Wermelskirchen Stotterer brauchen viel Mut

Wermelskirchen · Heute ist Welttag des Stotterns. Frank Kirschke-Biller erzählt, wie er damit umgeht, wenn eine Blockade das Sprechen behindert. Seine Ehefrau Sonja, die Logopädin ist, hilft ihm.

Welttag des Stotterns: Stotterer brauchen viel Mut
Foto: Moll, Jürgen (jumo)

Frank Kirschke-Biller erzählt einen Witz: Ein Stotterer verkauft mit Abstand mehr Bibeln an der Haustür als seine Konkurrenten. Sein Chef fragt ihn verwundert, wie er das mache. Der Stotterer sagt: "Ich klingel und sage: 'Gu-gu-guten Tag. Woll-woll-wollen Sie die Bi-bi-bel gleich k-aufen oder so-soll ich sie vor-vor-vorlesen?" Frank Kirschke-Biller ist 49 Jahre alt und stottert seit seiner Kindheit.

Wer ihn nicht kennt und sich mit ihm unterhält, merkt davon erst einmal gar nichts. Das Stottern im Witz hat er simuliert. Das ist nicht nur der Ausdruck einer gesunden Portion Humor, sondern zeugt auch von viel Selbstbewusstsein. Und Mut. Sind Stotterer unintelligent? Von wegen. Sie repräsentieren die Gesellschaft genau so wie die Nicht-Stotterer.

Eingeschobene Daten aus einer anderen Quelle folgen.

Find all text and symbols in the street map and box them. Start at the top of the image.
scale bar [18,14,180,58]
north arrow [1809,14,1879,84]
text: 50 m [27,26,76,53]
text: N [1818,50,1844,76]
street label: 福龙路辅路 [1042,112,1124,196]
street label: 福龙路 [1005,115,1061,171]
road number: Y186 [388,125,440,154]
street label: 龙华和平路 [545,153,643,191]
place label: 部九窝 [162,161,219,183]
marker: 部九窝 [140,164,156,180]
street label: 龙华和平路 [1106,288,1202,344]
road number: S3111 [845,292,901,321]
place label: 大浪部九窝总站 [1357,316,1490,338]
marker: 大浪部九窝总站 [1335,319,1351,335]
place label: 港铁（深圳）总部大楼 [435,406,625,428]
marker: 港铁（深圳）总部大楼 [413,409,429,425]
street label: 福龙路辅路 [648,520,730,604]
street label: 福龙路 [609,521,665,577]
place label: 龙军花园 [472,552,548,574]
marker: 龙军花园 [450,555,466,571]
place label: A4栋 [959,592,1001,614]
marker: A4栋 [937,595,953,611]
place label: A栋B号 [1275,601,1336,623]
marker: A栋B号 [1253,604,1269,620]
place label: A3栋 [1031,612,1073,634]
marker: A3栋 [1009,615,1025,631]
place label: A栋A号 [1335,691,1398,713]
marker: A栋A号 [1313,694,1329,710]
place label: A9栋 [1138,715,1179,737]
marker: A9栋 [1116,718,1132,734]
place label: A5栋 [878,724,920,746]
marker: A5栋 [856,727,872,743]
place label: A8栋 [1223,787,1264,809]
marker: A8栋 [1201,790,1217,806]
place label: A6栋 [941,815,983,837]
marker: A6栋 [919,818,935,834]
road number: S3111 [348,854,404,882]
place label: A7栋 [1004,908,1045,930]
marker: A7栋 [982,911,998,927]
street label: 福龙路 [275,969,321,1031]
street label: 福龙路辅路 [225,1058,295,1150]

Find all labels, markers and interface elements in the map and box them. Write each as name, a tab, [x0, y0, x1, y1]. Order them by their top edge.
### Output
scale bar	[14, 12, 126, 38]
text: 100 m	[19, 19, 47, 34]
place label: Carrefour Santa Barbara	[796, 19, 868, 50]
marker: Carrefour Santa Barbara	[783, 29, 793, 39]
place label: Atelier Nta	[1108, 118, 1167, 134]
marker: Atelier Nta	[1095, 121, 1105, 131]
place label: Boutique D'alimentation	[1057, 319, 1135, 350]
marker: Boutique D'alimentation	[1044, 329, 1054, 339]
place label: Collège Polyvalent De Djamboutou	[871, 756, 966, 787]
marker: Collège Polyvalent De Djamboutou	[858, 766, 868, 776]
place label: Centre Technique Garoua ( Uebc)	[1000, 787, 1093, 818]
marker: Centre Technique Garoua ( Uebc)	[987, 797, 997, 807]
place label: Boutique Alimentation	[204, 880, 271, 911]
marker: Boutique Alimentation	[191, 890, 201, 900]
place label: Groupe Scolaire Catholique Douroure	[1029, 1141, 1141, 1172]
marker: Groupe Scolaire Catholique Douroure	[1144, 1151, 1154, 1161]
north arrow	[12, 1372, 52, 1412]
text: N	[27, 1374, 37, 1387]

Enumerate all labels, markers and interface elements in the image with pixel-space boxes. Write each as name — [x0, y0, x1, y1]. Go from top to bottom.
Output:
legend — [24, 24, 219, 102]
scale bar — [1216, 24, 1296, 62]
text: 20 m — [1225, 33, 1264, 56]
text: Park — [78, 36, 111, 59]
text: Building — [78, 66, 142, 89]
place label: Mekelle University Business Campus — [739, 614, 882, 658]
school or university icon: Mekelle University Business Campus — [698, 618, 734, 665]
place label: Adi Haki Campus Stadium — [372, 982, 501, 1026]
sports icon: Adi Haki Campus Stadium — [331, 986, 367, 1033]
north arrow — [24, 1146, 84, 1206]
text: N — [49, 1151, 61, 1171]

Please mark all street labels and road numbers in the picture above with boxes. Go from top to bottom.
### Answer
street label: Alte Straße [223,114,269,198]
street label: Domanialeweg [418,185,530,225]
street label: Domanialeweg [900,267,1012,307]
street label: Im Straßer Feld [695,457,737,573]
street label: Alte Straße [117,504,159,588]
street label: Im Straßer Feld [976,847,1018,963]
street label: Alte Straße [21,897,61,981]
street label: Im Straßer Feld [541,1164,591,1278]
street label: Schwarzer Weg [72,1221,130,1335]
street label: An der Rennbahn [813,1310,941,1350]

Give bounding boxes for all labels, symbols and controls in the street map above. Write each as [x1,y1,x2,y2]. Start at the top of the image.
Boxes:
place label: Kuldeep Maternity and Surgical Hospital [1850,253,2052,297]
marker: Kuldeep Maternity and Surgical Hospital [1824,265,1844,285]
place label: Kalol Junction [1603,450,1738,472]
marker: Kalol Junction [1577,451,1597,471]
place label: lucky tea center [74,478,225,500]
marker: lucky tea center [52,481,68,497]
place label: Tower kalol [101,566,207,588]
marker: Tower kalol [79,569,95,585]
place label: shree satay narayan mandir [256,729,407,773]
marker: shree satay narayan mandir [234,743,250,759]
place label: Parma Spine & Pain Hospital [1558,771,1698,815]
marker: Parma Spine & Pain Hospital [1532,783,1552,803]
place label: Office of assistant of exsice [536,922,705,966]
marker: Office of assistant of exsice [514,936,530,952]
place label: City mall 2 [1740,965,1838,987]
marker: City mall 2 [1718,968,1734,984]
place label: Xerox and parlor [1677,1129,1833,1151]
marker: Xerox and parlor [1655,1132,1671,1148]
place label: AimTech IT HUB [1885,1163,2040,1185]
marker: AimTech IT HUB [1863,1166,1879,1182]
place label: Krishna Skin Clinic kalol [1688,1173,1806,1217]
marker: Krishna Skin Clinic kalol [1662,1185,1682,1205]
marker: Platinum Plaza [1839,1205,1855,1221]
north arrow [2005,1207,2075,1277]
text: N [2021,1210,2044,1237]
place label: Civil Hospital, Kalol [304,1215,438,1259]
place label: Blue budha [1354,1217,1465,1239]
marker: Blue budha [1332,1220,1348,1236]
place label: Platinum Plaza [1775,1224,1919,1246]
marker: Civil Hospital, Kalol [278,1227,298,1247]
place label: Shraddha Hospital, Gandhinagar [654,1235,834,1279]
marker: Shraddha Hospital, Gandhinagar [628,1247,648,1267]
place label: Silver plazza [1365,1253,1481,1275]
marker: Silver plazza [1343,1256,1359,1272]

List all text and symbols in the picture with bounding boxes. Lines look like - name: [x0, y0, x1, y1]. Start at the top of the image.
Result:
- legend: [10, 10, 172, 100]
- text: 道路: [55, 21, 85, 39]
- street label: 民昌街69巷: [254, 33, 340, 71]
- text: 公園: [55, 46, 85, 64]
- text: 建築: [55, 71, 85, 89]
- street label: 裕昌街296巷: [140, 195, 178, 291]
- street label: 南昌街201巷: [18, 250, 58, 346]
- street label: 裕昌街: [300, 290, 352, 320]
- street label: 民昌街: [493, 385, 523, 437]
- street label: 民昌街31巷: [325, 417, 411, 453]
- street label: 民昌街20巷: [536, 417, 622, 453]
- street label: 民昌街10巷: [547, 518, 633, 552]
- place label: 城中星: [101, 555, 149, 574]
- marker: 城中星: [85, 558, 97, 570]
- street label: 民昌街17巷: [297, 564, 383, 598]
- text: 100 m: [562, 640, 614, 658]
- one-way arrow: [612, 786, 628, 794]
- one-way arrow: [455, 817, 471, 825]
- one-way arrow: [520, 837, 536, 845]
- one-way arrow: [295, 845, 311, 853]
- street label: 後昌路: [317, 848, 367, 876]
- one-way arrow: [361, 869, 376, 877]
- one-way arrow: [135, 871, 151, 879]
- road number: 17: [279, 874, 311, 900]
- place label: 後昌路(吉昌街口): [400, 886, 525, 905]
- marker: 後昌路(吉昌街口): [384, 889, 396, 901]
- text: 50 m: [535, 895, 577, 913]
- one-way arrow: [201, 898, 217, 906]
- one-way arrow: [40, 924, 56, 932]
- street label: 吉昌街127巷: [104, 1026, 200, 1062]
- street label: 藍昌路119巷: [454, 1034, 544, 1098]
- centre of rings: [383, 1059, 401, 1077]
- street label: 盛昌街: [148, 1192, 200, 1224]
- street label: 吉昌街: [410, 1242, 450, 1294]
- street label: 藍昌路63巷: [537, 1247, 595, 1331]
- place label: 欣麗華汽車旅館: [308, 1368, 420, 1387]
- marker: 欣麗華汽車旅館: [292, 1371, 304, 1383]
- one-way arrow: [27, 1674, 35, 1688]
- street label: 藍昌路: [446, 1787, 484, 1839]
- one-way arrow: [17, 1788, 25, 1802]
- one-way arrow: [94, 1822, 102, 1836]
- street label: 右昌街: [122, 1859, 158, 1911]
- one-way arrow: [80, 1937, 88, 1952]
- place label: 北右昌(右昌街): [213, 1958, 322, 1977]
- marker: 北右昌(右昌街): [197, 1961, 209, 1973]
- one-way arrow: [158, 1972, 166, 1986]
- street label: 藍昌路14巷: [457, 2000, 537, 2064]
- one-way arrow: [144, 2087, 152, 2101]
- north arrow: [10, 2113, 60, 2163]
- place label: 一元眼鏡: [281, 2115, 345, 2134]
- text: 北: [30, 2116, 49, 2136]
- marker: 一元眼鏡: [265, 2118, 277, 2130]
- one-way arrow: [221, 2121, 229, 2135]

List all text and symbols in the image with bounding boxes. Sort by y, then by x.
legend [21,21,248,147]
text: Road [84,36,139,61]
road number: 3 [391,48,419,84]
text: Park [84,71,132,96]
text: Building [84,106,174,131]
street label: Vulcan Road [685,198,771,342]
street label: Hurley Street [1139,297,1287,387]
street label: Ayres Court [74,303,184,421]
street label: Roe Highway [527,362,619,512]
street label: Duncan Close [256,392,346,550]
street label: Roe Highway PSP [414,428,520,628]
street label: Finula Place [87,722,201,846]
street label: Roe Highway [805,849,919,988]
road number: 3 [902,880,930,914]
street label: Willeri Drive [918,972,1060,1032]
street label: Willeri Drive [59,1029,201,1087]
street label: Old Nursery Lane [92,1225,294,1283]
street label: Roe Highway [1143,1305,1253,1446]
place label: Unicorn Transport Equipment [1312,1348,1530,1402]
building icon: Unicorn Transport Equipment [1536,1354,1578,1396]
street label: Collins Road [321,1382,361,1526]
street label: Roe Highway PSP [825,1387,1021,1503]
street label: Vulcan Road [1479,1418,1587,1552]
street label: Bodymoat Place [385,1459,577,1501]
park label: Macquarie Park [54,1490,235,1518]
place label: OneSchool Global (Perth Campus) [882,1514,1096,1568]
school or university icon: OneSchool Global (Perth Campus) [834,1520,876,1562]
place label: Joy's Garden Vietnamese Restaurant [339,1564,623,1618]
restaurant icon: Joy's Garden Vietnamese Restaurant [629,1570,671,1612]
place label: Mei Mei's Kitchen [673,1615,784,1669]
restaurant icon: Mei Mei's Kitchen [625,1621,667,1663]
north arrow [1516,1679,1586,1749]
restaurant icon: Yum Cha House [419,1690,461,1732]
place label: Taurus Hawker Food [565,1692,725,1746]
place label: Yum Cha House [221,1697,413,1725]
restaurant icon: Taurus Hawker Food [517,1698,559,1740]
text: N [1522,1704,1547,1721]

Frank Kirschke-Biller hat Elektrotechnik studiert und wirkt als globaler Manager in der Autoindustrie. Natürlich waren die ersten Schuljahre für ihn, was das Sprechen betrifft, kein Zuckerschlecken. Aber er hat es in den Griff bekommen. "Das Schlimmste dabei ist eine Vermeidungshaltung", sagt er. Er wisse genau, was er sagen will, aber er spüre die "Blockade" - der nächste Laut werde schwierig - schon vorher. Also überlegt er sich schnell eine Alternative, die funktioniert. Das führte früher schon mal zu Auswüchsen: "Ich mag gerne Erdbeereis, aber bei der Bestellung kam das 'E' nicht flüssig." Also hat er immer Schokoladeneis gegessen. Mit der Zeit häuft der Stotterer so einen Vorrat an Ausdrücken, Umgehungen und Synonymen auf, mit denen er die Klippen überwinden kann. Aber das begrenze seine (Rede-)Freiheit, sagt Frank. Er will seine Freiheit bewahren und sich nicht durch das Stottern einschränken lassen. Das Rezept dafür ist: Mut. Es braucht Mut, die Angst zu überwinden, sich als Stotterer zu outen. Aber es hilft ungemein. Weil dann die Gesprächsteilnehmer viel offener damit umgehen können. Sie werden ihn nicht unterbrechen oder das Wort, das er nur mit Mühe herausbringt, von sich aus sagen. Vielleicht meinen sie es gut. Aber dadurch "entmündigen" sie ihn. Sie nehmen ihm sein Wort aus dem Mund. Und degradieren ihn - vermutlich unbewusst - zum Kleinkind. Aber wer will das schon?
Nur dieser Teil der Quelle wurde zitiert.